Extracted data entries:

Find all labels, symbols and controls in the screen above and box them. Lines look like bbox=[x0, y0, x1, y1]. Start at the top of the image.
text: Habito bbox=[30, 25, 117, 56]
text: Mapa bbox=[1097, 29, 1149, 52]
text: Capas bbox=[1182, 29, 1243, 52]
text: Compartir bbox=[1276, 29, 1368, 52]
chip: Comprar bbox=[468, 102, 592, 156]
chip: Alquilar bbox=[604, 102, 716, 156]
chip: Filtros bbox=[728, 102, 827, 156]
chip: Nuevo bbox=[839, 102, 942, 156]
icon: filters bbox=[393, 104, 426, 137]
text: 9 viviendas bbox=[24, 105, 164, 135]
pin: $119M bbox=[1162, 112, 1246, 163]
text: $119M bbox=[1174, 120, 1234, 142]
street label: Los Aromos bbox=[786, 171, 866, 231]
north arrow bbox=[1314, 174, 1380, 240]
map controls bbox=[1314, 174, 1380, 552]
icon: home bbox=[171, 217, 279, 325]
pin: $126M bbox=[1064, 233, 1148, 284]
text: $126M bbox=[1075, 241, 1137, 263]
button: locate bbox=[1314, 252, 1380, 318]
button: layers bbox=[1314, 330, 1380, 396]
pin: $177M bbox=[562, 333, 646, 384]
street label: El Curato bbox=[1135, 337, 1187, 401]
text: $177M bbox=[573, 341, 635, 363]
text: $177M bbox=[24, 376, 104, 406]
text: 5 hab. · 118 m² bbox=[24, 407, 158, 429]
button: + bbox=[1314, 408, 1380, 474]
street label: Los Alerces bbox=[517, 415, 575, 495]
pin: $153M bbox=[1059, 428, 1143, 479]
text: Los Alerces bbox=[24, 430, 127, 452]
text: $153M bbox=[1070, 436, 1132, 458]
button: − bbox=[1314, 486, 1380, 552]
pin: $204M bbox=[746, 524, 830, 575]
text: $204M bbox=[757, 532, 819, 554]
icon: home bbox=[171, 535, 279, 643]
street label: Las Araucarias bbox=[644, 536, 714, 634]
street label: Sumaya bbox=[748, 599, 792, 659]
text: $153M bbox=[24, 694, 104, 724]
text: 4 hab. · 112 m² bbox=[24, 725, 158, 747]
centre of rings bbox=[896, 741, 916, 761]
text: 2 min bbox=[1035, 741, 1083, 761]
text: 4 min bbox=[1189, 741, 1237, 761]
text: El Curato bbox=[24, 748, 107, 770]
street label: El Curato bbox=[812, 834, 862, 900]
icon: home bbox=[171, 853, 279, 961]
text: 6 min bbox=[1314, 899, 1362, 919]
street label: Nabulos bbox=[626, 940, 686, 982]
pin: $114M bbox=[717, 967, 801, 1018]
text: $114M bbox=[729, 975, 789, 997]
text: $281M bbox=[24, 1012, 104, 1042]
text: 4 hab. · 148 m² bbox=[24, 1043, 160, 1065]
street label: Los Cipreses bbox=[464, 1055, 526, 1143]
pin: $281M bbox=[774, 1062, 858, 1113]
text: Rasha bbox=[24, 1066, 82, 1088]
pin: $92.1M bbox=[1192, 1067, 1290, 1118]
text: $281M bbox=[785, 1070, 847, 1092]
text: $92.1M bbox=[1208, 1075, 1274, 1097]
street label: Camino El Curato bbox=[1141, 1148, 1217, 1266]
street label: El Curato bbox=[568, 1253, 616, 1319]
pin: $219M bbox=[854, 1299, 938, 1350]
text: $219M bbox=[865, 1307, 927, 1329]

WHAT NEEDS TO BE DONE: The string "Alerces" appears in how many lines above? Answer with the number only.

WRITTEN ANSWER: 2